A π+ meson is an elementary particle with a mean lifetime, defined in its rest frame, of τ = 2.60×10−8 s. The meson decays to a muon (µ+) and a neutrino (νµ) via the reaction π+ → µ+ + νµ. A π+ traveling in the laboratory decays so that the µ+ travels in the same direction as the original π+ and the νµ travels in the opposite direction.

a) At what speed must a typical π+ be traveling if it is to move a distance of 20 m in the laboratory from the point where it is produced to the point where it decays?

See my work below. The expected result is 0.932 but I am getting 0.9916,

Any help will be much appreciated.
Let's check your answer:$$\frac v c = 0.9916, \gamma = 7.73, T = \gamma \tau = 2\times 10^{-7}s, d = vT = 59.8m$$Hmm?
 
PS using the book answer:
$$\frac v c = 0.932, \gamma = 2.76, T = \gamma \tau = 7.17\times 10^{-8}s, d = vT = 20m$$
I did that on a spreadsheet.
 
PPS I don't think you need the Lorentz Transformation for this. You can do everything in the lab frame.
 
I did:

1642786481724.png


Which gives me that answer.PS: What should I use to write the equations the way you guys do?
 
R3ap3r42 said:
I did:

View attachment 295808

Which gives me that answer.
Best to double check. It's hard to read exactly what you did.
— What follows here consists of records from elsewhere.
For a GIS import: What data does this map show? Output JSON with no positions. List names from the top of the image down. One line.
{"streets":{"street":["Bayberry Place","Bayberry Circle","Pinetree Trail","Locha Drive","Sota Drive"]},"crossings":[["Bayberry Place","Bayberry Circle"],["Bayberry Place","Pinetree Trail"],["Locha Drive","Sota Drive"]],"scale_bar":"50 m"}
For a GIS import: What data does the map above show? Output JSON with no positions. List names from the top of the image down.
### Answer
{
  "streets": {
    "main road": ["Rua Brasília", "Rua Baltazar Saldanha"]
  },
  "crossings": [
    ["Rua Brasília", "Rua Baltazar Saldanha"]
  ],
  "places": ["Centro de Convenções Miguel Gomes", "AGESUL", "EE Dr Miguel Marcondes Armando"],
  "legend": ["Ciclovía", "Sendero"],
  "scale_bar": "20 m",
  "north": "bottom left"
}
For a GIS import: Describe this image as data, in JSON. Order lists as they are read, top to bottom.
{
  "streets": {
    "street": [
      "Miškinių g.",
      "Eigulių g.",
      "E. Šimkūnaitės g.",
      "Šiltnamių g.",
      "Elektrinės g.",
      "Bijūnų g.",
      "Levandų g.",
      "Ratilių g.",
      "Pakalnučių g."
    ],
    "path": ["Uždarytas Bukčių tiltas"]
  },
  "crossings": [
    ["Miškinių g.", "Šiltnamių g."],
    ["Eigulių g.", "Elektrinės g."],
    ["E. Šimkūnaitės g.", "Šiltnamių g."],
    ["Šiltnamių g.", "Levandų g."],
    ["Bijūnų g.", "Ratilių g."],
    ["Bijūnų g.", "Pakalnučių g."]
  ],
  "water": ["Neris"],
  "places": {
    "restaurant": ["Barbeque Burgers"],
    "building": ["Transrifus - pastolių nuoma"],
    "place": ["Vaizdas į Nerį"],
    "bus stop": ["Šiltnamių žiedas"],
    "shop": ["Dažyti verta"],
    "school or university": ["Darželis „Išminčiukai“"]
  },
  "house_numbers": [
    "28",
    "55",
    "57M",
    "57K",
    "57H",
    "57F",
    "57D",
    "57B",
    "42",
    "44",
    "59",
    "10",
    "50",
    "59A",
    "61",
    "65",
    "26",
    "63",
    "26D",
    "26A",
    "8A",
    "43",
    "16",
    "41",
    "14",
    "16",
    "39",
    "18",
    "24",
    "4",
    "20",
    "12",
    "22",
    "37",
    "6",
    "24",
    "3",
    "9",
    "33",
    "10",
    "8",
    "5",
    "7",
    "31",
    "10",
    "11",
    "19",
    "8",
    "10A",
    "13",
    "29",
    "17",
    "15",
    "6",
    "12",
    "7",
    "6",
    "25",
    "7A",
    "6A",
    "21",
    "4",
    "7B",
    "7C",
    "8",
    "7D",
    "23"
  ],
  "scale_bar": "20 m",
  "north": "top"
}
That's fine, except you should use ##\tau## for the muon's proper time, rather than coordinate time ##t'##.
R3ap3r42 said:
PS: What should I use to write the equations the way you guys do?
Learn Latex:

https://www.physicsforums.com/help/latexhelp/

If you reply to any post with Latex in it, you get the raw Latex to copy.
 
Can you explain a little more? This should be really simple as far as I can see and I can't spot my mistake.
From what I can see I am using the same equations...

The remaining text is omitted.